Simplicity is not just doing something in half the time. Simplicity isn’t efficiency, rather effectiveness. It’s actually putting more time into the craft, so in the end product every word matters, every visual supports the idea, and every idea can be understood quickly by any employee on the front lines.

Long, verbose communications feel valuable but in reality are lazy. You have to understand the nuances and intricacies of the audience and every aspect of the business and culture to be able to distill it down to key messages for all stakeholders. Words matter.

Why is it so hard to make things simple?

Great writers and speakers know things take time. In response to a question about how long it takes him to prepare speeches, Former President Woodrow Wilson said:

“That depends on the length of the speech. If it is a ten-minute speech it takes me all of two weeks to prepare it; if it is a half-hour speech it takes me a week; if I can talk as long as I want to it requires no preparation at all. I am ready now.”

As a company grows — whether organically or through investment or M&A — it becomes more difficult to communicate. The landscape gets bigger, more dispersed, more complex. Everything becomes more challenging in large, global environments — it’s harder for people to have meaningful relationships and to know their impact, and certainly harder for leaders to get a point across with all the noise.

Many a CEO has a $1M PowerPoint on their desk gathering dust. Stop confusing heft with value! Bombarding employees with decks no one has the time to read and 60-minute town hall recordings no one will watch wastes money. You’d be better off with a single word people can hold onto and make their own. Isn’t that what the best brands in the world have already figured out?

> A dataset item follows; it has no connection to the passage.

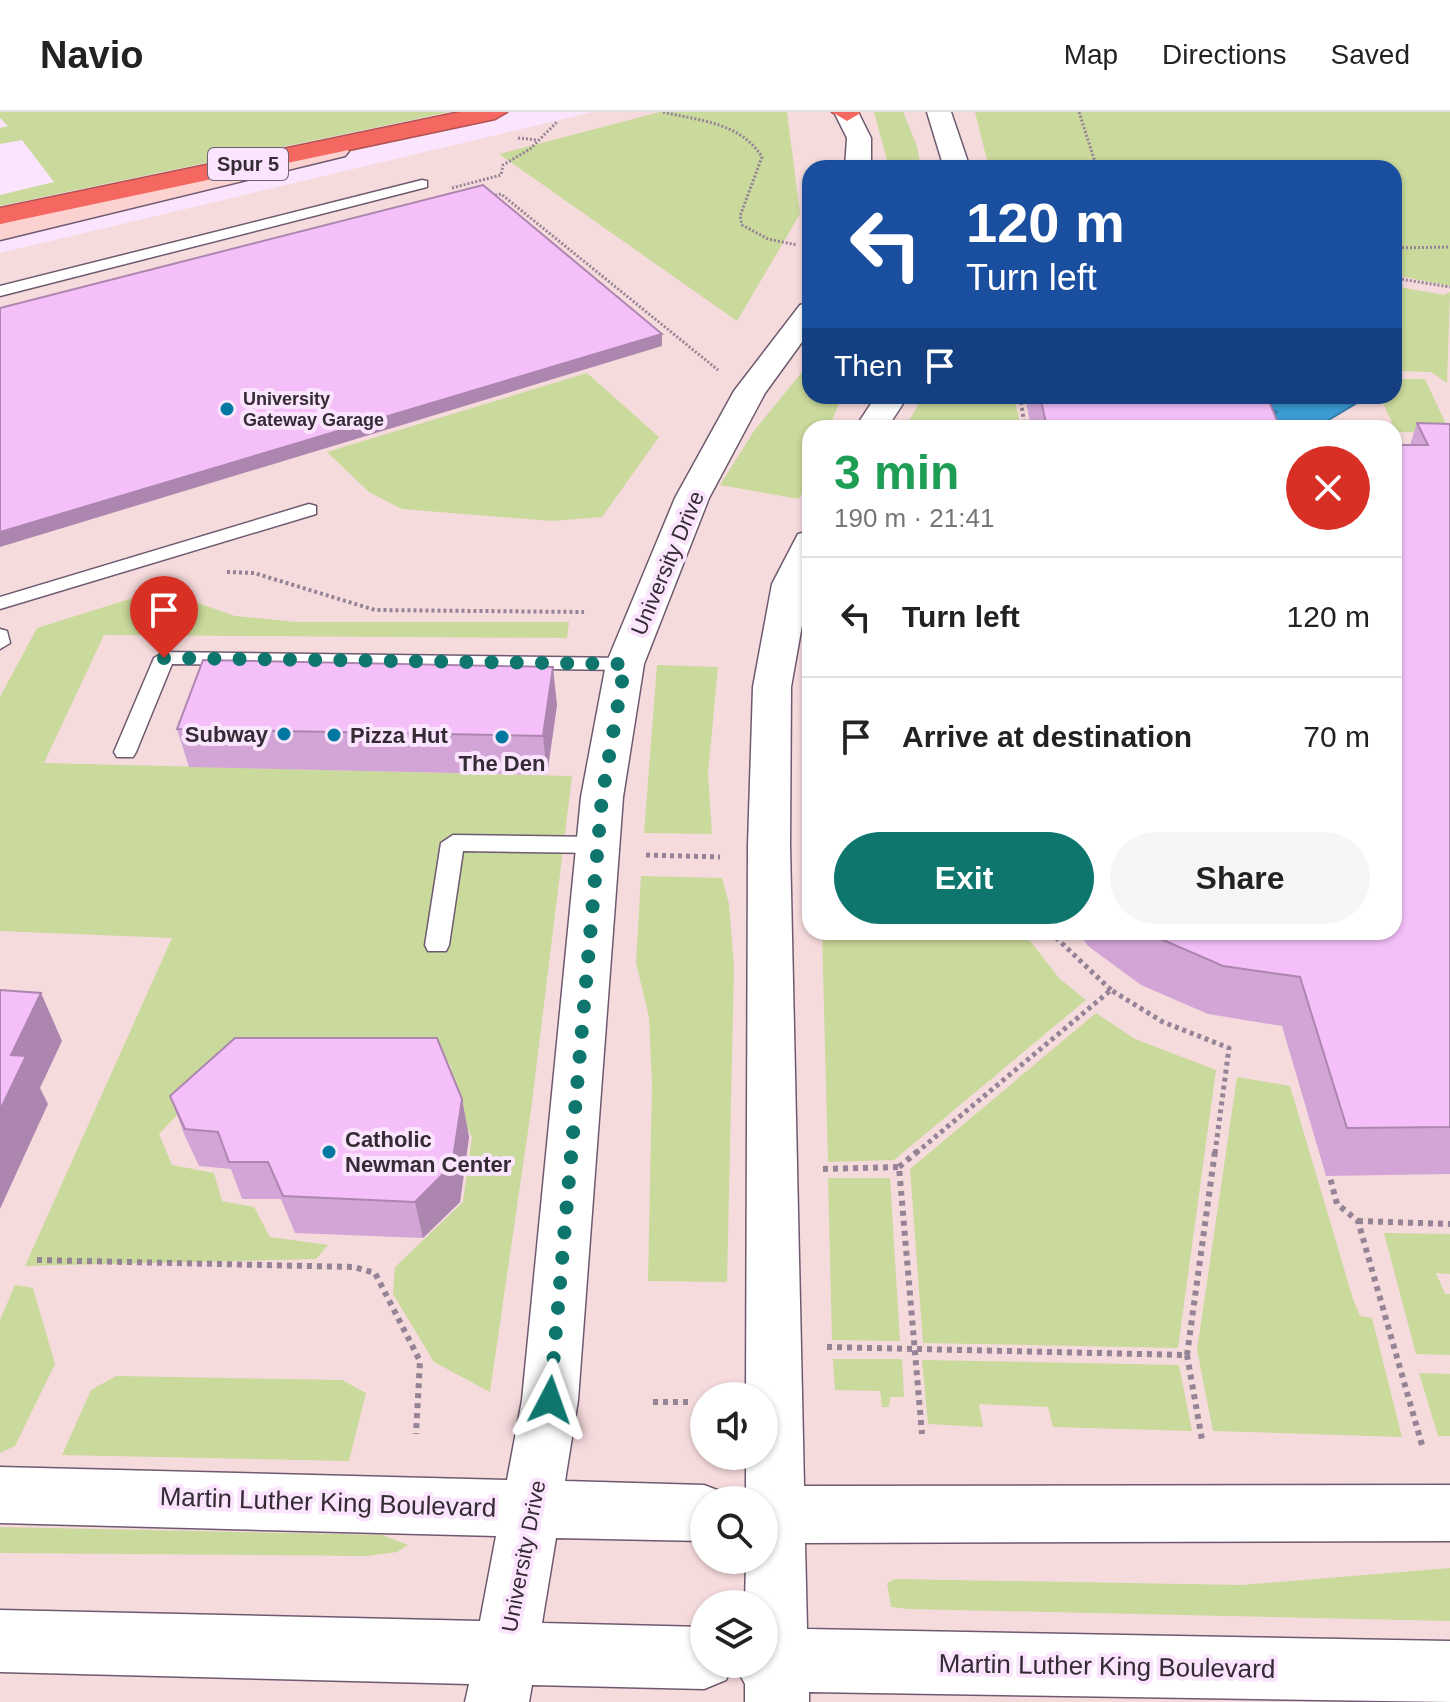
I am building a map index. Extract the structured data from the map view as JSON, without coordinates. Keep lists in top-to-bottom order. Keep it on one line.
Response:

The Most Magical Place on Earth (Disney).
Just Do It (Nike).
Open Happiness (Coke).
Belong Anywhere (Airbnb).

Imagine an idea as a fast growing tree. Let it flower! Nurture all the opportunities, all the potential, all the avenues it affords you. Observe all the risks, all the dependencies, and all the technical complexities and barriers. Let it get complex.

Then prune the tree. Edit, ruthlessly. Be honest about what people care about, respect their time by stripping away any unnecessary bullshit.

  • Kill text — My team was privileged enough to win a Cannes Gold Lion for a website that had less than 20 words on the entire home page. Why? Because we didn’t need it. The fewer words on the page, the more meaning each letter had.
  • Plain speak — Don’t confuse plain speak with real speak or cute slang. Use simple sentence structure and 5th grade vocabulary to make your message stick.
  • A picture is worth a thousand words — Use meaningful visuals that convey what the text is saying in an instant. If the image doesn’t support the message, remove it.

To change and transform requires simplification. Simplicity comes from being complex, then stripping the idea down to its base essence. That’s how you communicate. That’s how you transform.